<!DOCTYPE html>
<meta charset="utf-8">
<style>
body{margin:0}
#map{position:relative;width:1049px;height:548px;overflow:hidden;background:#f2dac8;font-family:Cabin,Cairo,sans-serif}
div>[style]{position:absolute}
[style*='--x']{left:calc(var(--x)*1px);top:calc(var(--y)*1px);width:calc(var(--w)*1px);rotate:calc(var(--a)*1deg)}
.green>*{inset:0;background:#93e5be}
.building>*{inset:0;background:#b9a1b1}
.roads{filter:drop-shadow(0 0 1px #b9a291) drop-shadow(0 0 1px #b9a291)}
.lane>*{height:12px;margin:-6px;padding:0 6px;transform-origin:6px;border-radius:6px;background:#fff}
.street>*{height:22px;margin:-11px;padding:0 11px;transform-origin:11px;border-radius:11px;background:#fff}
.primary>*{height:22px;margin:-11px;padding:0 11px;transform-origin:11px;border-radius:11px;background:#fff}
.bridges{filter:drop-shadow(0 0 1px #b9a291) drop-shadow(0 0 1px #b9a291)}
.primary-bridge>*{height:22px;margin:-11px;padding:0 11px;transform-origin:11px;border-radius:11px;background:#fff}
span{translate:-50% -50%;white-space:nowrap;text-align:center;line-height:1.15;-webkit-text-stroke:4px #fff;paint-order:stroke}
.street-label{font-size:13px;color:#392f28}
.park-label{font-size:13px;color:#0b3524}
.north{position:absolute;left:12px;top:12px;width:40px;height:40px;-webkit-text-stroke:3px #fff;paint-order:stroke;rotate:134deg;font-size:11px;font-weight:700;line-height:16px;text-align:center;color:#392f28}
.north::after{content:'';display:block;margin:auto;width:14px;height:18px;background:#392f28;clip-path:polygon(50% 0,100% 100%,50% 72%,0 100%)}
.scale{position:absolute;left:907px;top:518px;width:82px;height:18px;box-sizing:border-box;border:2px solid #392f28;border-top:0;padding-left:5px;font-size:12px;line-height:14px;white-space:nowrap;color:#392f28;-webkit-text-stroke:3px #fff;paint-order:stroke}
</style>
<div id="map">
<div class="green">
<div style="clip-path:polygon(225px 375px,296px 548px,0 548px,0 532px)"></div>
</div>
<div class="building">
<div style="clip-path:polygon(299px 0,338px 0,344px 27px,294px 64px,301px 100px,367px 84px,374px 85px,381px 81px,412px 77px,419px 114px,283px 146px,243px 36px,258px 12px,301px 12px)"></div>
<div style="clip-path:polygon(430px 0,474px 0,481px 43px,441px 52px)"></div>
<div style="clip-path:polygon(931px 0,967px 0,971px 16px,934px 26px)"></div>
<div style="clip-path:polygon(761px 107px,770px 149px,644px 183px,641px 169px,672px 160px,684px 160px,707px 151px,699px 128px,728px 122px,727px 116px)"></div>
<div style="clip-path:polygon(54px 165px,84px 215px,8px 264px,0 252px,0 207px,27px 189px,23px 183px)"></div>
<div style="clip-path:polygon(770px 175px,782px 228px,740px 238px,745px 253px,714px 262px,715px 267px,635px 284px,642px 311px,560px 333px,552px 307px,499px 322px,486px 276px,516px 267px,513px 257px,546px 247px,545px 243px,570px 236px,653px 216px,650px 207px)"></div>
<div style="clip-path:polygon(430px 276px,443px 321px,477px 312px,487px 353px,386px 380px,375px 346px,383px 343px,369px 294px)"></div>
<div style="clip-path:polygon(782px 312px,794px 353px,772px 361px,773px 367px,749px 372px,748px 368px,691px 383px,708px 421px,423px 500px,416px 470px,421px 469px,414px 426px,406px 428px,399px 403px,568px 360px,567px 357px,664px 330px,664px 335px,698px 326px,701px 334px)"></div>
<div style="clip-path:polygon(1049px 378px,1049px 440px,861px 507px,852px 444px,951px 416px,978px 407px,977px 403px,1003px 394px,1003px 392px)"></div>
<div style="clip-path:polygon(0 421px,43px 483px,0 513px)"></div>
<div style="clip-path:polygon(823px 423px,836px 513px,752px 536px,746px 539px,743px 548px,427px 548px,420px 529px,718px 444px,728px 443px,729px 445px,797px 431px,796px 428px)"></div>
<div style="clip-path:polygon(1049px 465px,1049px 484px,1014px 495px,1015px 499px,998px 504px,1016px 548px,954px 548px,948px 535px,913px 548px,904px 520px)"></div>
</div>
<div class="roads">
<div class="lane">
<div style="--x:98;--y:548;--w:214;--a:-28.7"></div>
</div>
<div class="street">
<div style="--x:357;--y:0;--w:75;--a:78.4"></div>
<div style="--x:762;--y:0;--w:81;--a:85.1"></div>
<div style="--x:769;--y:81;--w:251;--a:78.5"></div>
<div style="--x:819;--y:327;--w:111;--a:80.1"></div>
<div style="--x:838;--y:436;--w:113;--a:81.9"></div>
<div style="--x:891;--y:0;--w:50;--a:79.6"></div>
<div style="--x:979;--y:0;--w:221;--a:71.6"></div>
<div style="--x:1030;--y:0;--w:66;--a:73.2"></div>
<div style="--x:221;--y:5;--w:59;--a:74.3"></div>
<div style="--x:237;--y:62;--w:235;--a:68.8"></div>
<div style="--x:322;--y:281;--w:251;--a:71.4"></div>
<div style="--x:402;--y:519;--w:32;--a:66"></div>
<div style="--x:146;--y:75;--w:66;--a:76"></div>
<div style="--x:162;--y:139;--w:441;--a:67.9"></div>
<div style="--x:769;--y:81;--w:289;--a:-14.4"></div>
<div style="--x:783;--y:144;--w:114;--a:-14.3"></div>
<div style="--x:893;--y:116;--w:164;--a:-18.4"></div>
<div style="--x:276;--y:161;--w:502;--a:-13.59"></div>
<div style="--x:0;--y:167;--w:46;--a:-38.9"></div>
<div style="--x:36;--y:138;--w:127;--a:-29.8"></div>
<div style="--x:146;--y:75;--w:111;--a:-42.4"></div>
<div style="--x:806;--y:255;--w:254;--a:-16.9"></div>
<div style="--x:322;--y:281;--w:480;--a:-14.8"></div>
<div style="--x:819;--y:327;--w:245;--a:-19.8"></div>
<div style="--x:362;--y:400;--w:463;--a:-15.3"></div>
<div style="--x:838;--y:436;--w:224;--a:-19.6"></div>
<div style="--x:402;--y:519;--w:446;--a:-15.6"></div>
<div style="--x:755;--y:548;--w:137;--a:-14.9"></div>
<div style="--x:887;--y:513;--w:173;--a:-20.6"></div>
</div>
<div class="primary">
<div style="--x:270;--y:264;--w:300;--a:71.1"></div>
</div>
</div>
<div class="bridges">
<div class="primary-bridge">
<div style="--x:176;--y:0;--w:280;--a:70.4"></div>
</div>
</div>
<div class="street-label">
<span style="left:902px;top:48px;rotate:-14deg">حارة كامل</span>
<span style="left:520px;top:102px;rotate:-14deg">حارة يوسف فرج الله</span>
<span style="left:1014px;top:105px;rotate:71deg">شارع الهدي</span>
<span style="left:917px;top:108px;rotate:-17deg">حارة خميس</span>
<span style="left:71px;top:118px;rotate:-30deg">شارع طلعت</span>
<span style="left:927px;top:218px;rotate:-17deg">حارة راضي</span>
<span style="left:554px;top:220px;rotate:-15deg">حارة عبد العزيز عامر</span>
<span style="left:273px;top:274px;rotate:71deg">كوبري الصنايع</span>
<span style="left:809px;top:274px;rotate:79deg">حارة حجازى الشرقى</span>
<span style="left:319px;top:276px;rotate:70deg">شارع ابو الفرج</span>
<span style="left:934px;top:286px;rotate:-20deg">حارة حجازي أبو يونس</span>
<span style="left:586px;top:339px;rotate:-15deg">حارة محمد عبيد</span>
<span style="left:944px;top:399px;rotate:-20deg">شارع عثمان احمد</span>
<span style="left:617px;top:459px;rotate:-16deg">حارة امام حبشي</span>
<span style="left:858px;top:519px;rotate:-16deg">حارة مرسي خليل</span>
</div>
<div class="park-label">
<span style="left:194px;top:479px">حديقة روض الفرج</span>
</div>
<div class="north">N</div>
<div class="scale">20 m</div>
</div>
---
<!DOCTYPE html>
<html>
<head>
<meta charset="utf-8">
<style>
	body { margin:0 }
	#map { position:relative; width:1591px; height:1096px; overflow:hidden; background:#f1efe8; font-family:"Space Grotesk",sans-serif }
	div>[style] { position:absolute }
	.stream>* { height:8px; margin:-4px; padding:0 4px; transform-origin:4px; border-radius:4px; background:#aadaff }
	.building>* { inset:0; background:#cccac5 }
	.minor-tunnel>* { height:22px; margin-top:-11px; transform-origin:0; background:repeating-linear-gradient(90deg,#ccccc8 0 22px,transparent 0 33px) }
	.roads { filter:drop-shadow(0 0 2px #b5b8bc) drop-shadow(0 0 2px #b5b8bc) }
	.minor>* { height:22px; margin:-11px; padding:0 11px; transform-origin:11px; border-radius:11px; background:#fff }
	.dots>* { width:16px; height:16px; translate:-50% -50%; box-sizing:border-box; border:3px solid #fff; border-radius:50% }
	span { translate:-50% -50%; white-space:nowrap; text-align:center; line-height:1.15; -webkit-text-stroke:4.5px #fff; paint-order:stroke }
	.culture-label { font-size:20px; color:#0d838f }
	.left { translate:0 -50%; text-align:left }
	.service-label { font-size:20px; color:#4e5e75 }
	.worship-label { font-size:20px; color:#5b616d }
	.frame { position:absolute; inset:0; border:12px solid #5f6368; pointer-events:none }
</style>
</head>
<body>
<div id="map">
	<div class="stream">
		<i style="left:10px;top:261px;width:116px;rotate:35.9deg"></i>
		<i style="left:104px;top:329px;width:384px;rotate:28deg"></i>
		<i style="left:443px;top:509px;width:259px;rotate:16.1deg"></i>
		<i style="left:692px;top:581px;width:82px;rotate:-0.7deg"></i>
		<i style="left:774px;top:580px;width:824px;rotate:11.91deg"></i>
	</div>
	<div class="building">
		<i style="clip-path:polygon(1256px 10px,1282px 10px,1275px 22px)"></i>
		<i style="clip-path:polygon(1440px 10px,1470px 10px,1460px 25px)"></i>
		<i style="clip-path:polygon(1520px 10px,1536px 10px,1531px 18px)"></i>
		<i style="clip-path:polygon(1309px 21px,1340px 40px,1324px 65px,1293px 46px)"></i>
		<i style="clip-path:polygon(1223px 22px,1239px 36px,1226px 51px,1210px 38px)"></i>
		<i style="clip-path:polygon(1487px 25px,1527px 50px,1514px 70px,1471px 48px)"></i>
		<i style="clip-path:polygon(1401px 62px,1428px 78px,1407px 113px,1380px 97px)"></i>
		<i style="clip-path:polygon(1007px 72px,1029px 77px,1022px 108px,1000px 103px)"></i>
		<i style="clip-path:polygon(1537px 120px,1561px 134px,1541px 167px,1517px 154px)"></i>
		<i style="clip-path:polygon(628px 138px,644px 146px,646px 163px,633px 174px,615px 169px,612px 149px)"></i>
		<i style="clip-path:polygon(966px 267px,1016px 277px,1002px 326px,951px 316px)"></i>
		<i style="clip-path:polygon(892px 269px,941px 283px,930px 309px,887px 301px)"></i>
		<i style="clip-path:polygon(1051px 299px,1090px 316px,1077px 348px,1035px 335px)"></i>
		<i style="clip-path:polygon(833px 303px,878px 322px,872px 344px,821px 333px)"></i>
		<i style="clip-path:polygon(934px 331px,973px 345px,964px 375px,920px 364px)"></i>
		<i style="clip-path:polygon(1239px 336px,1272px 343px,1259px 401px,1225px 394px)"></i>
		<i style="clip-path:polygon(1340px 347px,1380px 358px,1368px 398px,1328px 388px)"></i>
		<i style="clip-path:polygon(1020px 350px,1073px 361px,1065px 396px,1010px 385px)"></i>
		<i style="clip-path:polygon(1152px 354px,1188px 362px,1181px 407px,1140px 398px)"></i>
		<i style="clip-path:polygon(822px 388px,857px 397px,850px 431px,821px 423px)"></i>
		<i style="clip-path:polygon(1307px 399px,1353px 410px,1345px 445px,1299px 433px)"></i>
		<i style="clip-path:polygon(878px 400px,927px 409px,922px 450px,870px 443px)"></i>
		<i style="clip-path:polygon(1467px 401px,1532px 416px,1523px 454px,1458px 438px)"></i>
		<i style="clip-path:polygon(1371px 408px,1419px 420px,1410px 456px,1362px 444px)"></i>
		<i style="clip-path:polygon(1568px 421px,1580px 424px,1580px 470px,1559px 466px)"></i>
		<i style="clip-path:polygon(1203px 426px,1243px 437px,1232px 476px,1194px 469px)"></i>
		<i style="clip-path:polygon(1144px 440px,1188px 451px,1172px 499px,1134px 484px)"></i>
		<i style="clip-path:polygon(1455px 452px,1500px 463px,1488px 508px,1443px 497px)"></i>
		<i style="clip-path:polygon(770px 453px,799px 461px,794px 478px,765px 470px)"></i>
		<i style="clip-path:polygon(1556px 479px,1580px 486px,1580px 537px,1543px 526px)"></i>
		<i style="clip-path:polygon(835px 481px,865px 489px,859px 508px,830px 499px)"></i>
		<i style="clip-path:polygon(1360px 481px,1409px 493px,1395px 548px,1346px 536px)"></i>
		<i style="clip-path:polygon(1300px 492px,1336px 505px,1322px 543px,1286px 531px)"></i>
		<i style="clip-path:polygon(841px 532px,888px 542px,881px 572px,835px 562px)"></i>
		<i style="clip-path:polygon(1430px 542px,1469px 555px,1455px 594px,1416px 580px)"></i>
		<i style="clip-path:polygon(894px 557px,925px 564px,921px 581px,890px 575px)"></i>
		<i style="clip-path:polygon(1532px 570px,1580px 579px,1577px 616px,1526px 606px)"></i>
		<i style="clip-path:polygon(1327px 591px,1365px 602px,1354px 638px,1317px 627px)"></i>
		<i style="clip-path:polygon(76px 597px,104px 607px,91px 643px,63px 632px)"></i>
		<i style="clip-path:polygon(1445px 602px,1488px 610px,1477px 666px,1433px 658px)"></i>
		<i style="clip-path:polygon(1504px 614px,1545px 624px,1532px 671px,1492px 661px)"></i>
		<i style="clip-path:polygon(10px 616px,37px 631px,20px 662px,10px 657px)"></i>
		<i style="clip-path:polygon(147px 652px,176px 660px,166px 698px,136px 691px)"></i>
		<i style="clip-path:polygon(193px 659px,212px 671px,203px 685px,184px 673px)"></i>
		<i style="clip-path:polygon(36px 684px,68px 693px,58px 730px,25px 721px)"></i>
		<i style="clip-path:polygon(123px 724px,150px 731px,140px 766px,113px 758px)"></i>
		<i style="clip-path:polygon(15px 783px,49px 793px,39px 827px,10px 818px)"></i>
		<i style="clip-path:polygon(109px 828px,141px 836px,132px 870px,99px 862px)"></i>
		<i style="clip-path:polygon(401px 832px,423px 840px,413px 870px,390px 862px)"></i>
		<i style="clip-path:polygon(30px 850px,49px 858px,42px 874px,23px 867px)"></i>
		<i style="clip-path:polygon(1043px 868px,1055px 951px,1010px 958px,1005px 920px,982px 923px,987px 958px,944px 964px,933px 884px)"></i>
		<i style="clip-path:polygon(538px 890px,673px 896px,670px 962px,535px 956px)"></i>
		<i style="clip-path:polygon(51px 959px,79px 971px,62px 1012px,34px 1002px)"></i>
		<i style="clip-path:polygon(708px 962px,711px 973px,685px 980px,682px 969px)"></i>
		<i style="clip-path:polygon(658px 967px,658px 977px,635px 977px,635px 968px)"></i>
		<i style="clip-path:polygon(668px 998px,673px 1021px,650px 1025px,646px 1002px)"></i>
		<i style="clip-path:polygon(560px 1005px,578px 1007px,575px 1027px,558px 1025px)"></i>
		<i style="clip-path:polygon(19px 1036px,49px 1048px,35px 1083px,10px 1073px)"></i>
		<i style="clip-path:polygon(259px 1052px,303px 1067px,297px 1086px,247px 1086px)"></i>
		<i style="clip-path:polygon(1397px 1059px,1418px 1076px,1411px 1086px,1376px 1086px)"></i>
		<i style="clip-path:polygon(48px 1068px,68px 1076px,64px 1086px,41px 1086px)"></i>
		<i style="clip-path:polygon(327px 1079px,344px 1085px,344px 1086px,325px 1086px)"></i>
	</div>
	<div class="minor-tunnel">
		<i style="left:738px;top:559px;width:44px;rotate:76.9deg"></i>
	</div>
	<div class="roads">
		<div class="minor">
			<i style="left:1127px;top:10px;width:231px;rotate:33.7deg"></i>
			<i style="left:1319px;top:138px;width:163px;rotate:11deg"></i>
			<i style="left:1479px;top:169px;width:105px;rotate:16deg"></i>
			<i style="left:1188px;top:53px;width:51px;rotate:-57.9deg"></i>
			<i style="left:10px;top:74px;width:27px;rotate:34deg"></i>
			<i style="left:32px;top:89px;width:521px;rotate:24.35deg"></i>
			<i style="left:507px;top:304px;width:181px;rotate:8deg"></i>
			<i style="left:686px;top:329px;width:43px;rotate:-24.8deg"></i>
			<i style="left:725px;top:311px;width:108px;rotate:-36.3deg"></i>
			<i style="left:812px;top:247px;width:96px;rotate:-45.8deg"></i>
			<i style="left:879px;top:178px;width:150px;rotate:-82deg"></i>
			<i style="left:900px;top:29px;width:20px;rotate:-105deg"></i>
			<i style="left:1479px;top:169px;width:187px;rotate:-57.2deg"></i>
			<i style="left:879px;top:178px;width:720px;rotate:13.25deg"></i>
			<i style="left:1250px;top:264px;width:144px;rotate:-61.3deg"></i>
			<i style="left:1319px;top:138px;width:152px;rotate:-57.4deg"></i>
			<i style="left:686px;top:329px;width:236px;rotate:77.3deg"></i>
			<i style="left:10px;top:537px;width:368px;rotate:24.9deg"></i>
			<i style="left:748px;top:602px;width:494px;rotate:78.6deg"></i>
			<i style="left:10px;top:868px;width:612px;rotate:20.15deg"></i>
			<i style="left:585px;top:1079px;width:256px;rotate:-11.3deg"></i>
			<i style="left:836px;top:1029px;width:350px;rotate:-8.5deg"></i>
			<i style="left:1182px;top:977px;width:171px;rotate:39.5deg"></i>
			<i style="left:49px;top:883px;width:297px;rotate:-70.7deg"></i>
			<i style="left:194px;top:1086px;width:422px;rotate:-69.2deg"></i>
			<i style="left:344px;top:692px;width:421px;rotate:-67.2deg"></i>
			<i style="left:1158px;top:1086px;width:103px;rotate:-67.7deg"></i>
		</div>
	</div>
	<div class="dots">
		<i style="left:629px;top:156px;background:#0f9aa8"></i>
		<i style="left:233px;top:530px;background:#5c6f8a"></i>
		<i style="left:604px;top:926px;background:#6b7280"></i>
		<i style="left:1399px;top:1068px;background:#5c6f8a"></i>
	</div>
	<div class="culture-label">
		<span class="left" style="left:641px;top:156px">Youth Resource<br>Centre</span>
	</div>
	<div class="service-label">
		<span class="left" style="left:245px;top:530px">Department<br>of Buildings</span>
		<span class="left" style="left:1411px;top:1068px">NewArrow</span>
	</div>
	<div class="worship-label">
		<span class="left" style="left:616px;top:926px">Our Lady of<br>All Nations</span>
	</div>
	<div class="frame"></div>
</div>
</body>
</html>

* **What needs to be done**
If a line of the listing above contains "family", pick it out and copy it.

* **Response to this exercise**
#map{position:relative;width:1049px;height:548px;overflow:hidden;background:#f2dac8;font-family:Cabin,Cairo,sans-serif}
	#map { position:relative; width:1591px; height:1096px; overflow:hidden; background:#f1efe8; font-family:"Space Grotesk",sans-serif }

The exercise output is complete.